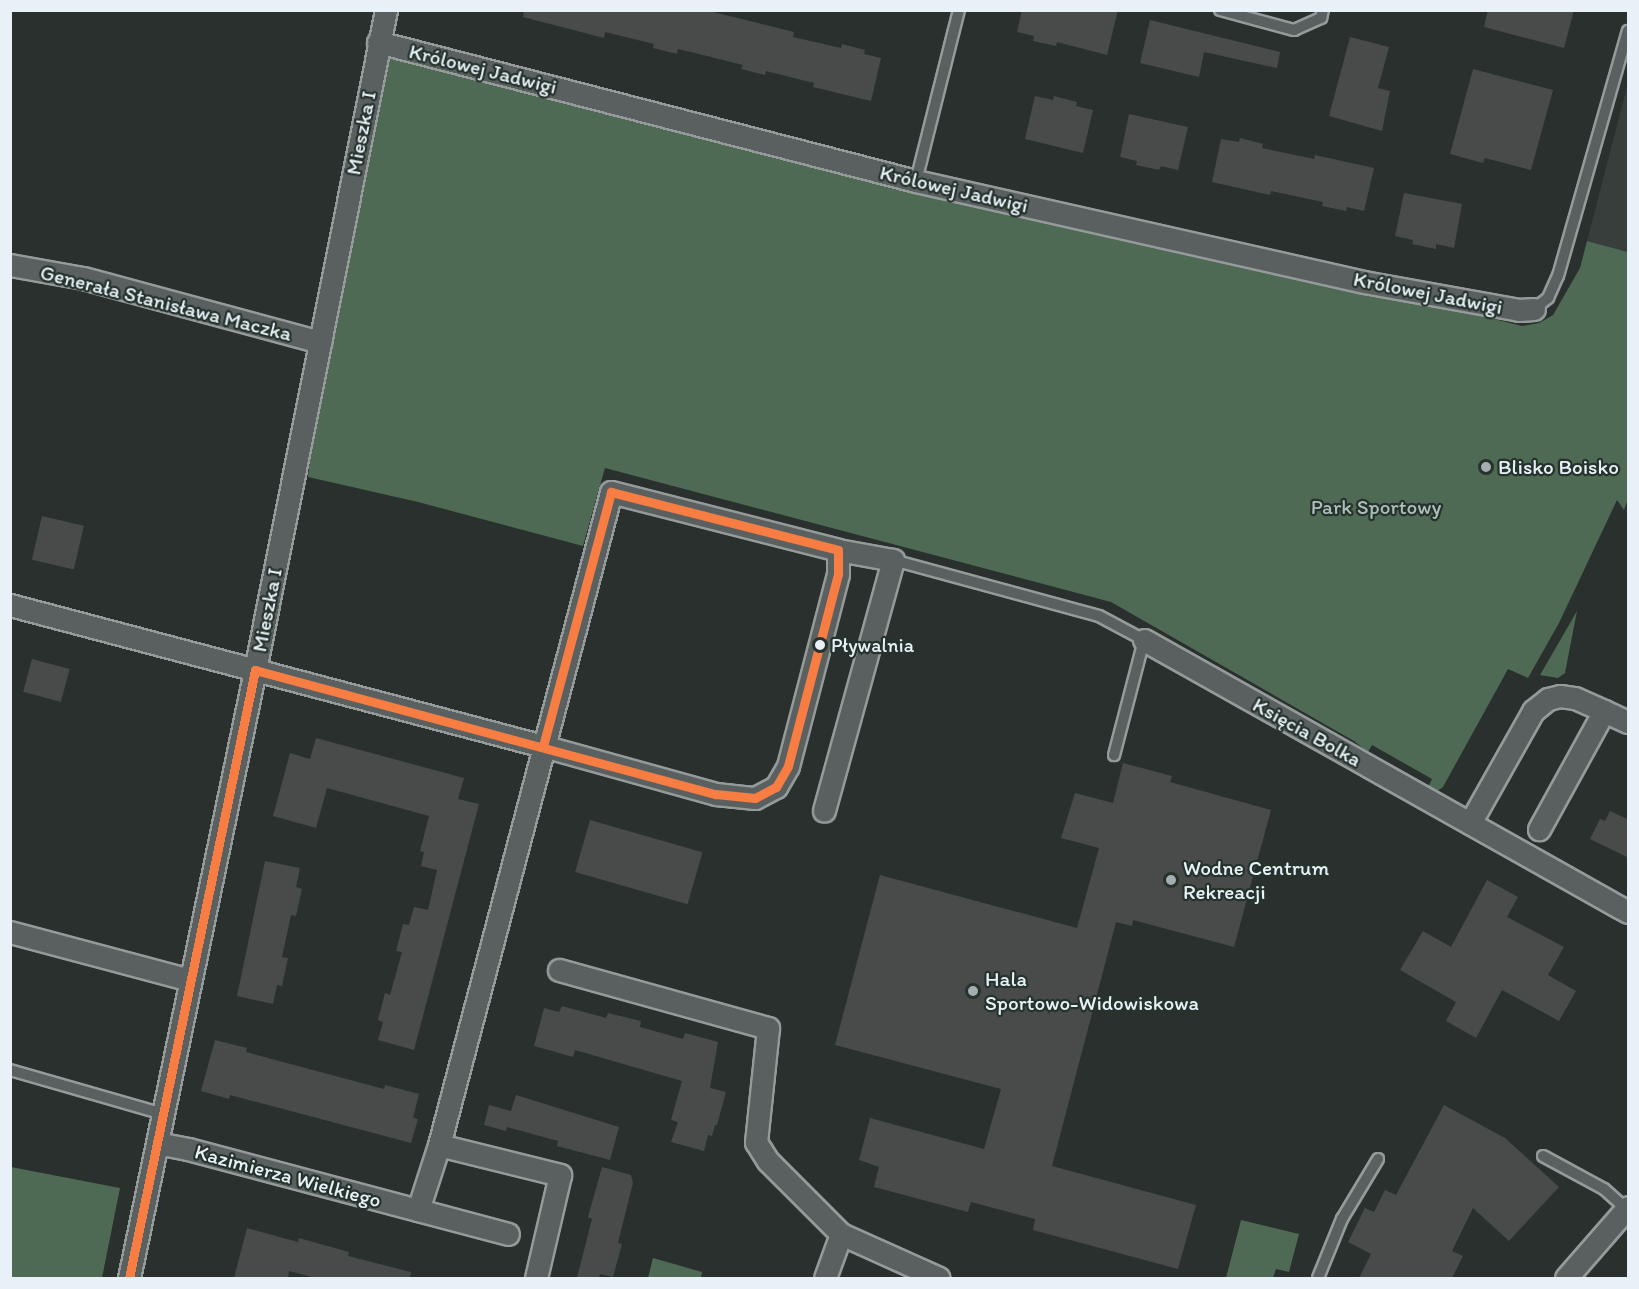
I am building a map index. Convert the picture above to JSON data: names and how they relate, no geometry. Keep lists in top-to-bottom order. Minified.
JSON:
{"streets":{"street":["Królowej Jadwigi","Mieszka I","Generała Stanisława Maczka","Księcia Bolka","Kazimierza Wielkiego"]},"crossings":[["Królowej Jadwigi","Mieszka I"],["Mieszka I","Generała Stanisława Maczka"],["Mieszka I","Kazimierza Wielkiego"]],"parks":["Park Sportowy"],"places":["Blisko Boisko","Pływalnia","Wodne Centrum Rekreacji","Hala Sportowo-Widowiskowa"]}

§ **Exercise description**: All of the data above should be quoted exactly, except for the pictures.

§ **Written response**:
I am building a map index. Convert the picture above to JSON data: names and how they relate, no geometry. Keep lists in top-to-bottom order. Minified.
JSON:
{"streets":{"street":["Królowej Jadwigi","Mieszka I","Generała Stanisława Maczka","Księcia Bolka","Kazimierza Wielkiego"]},"crossings":[["Królowej Jadwigi","Mieszka I"],["Mieszka I","Generała Stanisława Maczka"],["Mieszka I","Kazimierza Wielkiego"]],"parks":["Park Sportowy"],"places":["Blisko Boisko","Pływalnia","Wodne Centrum Rekreacji","Hala Sportowo-Widowiskowa"]}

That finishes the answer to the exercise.